From Green Right Now Reports
Oklahoma has experienced some of its driest months ever during the opening months of 2011.
Friday those dry conditions, combined with warm spring winds, unleashed at least two dozen wildfires across the state.
Governor Mary Fallin declared all 77 counties a disaster area on Friday after fires claimed several homes and forced several evacuations. The fires continued to flare across the central and western portions of the state, but were expected to abate with nightfall.
Rainfall totals have been about 36 percent below normal for January and most of February when averaged across the state, according to government data.

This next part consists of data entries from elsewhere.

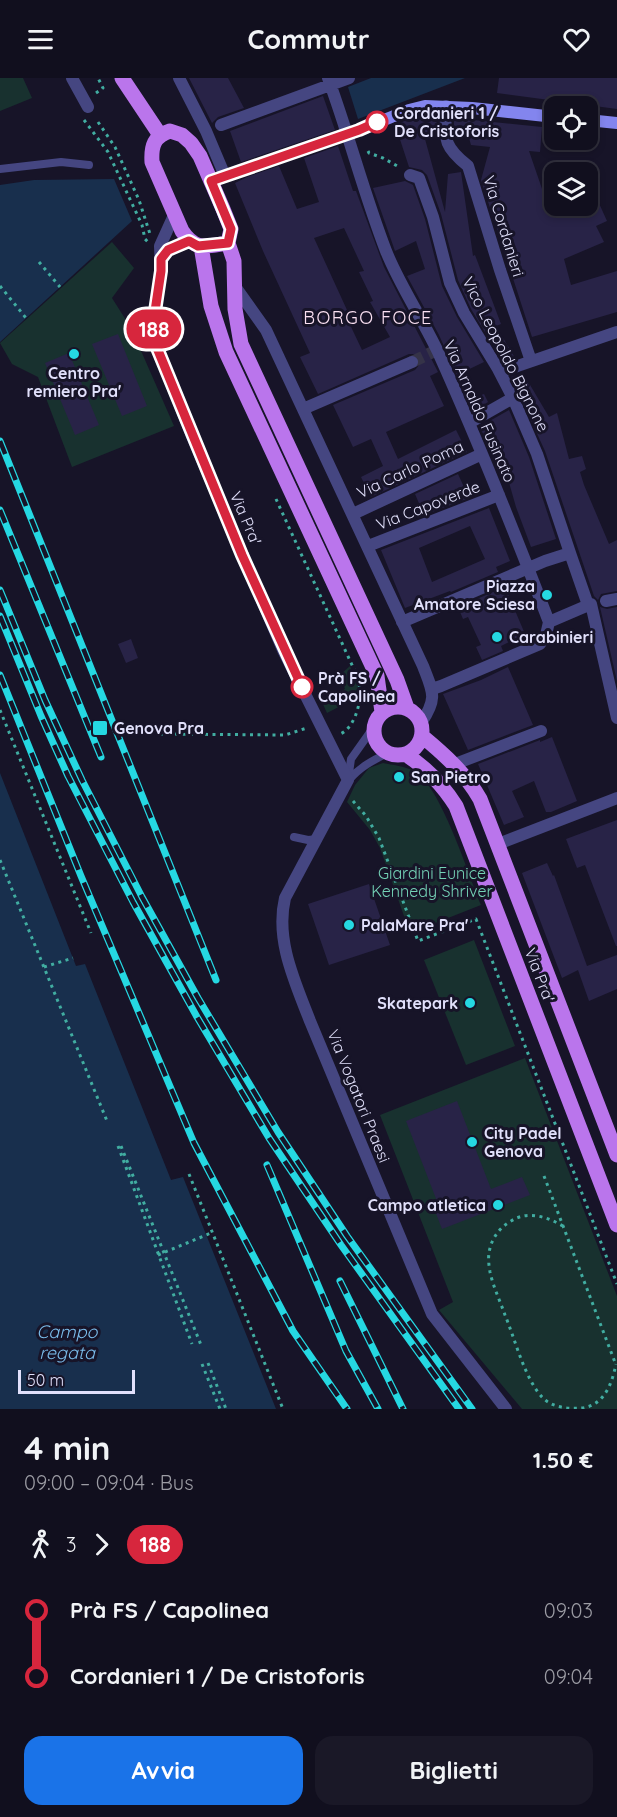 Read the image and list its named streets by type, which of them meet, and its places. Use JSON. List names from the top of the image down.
{
  "streets": {
    "main road": ["Via Pra'"],
    "street": [
      "Via Cordanieri",
      "Vico Leopoldo Bignone",
      "Via Arnaldo Fusinato",
      "Via Carlo Poma",
      "Via Capoverde",
      "Via Vogatori Praesi"
    ]
  },
  "crossings": [
    ["Via Arnaldo Fusinato", "Via Carlo Poma"],
    ["Via Arnaldo Fusinato", "Via Capoverde"],
    ["Via Pra'", "Via Vogatori Praesi"]
  ],
  "districts": ["BORGO FOCE"],
  "water": ["Campo regata"],
  "parks": ["Giardini Eunice Kennedy Shriver"],
  "places": {
    "other": [
      "Cordanieri 1 / De Cristoforis",
      "Centro remiero Pra'",
      "Piazza Amatore Sciesa",
      "Carabinieri",
      "Prà FS / Capolinea",
      "San Pietro",
      "PalaMare Pra'",
      "Skatepark",
      "City Padel Genova",
      "Campo atletica"
    ],
    "transit": ["Genova Pra"]
  },
  "lines": ["bus line 188"],
  "scale_bar": "50 m",
  "page": {
    "header": "Commutr",
    "on_map": "188",
    "scale": "50 m",
    "heading": ["4 min", "09:00 – 09:04 · Bus", "1.50 €"],
    "legs": ["3", "188"],
    "list": [
      {
        "name": "Prà FS / Capolinea",
        "value": "09:03"
      },
      {
        "name": "Cordanieri 1 / De Cristoforis",
        "value": "09:04"
      }
    ],
    "buttons": ["Avvia", "Biglietti"]
  }
}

Oklahoma suffers periodic droughts. The current drought began in 2010, setting parts of the state back in rainfall totals by as much as 7 inches, since last October.
According to the U.S. Geological Survey, the driest region is in the central portion of the state, and is at about 38 percent of normal precipitation, or 6.99 inches below normal. That’s makes the 2010-2011 route the 5th driest period since 1921.
Oklahoma’s Panhandle is in better shape, at 71 percent of normal precipitation or 1.23 inches below normal.
Climate change models predict drier weather for Southwestern states, and heavier than average rainfall in the Midwest and Northeast, a portrait of the future that seems to have been borne out in the last few years. Parts of the U.S. are experiencing annual and worsening flooding, particularly across the country’s midsection, while wildfires claim farmland and residences in drier regions.
This week floods slammed parts of the Northeast, from Pennsylvania to Connecticut. Flooding is predicted for many parts of the Upper Midwest, as well as the Northeast, as snows melt and those areas experience higher rainfall totals simultaneously, according to the National Weather Service.